*** Begin section ***

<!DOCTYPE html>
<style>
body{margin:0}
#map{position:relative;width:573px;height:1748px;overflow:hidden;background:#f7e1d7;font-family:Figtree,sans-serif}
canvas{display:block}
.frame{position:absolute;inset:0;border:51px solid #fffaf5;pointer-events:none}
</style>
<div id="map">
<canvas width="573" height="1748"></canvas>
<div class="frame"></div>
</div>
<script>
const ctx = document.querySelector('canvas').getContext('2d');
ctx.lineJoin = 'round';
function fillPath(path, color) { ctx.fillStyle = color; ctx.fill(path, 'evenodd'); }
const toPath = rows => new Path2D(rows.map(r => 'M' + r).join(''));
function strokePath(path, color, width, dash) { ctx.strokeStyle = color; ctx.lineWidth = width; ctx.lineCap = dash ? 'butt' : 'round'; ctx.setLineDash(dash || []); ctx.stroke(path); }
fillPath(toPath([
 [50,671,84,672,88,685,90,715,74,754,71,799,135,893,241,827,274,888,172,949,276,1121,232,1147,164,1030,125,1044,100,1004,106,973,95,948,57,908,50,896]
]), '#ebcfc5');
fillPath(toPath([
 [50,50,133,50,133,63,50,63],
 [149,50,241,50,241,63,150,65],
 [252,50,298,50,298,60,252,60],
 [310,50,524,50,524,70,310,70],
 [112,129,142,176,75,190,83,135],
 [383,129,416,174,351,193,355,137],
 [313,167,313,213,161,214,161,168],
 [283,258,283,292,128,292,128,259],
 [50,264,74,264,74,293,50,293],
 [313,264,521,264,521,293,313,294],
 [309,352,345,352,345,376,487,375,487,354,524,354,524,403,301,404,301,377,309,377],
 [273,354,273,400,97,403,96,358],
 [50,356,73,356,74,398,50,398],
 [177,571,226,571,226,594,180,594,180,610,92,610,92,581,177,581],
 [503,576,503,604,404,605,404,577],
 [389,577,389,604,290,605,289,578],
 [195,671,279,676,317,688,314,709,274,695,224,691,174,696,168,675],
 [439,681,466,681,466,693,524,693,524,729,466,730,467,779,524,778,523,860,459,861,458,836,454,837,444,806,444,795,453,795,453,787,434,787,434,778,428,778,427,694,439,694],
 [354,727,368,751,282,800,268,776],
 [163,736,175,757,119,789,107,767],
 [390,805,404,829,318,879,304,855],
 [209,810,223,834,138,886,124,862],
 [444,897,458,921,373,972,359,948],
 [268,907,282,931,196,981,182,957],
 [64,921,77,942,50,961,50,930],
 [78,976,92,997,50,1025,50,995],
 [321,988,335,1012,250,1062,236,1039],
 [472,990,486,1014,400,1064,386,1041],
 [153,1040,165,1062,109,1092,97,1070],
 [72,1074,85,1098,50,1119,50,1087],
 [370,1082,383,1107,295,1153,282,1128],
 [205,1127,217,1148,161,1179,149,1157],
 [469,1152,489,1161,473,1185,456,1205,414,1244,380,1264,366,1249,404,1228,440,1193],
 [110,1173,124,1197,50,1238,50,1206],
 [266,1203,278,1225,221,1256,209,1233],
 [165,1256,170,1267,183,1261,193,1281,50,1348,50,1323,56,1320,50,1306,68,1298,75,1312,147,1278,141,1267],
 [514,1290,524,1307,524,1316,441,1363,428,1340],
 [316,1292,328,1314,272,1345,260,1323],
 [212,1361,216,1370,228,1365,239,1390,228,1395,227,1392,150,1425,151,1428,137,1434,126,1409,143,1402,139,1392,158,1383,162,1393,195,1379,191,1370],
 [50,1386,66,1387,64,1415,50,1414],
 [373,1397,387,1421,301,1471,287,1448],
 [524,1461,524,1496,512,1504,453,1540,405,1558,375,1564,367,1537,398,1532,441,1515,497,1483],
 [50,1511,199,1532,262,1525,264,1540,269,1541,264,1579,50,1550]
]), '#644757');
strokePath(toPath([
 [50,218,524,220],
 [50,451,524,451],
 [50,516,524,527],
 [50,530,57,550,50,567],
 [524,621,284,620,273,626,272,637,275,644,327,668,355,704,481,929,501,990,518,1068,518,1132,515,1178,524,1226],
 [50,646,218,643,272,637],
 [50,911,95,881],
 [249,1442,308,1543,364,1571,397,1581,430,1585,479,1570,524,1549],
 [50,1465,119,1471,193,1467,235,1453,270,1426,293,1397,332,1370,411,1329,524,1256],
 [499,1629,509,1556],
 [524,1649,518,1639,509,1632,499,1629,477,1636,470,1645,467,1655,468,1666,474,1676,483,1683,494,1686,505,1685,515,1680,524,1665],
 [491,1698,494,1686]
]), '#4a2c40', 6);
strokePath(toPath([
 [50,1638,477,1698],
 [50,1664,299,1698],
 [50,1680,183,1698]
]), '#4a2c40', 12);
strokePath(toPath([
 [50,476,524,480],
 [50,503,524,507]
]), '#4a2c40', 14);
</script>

*** End section ***

Read the entries and show each line that mentions "canvas".

* _Result of the exercise_
canvas{display:block}
<canvas width="573" height="1748"></canvas>
const ctx = document.querySelector('canvas').getContext('2d');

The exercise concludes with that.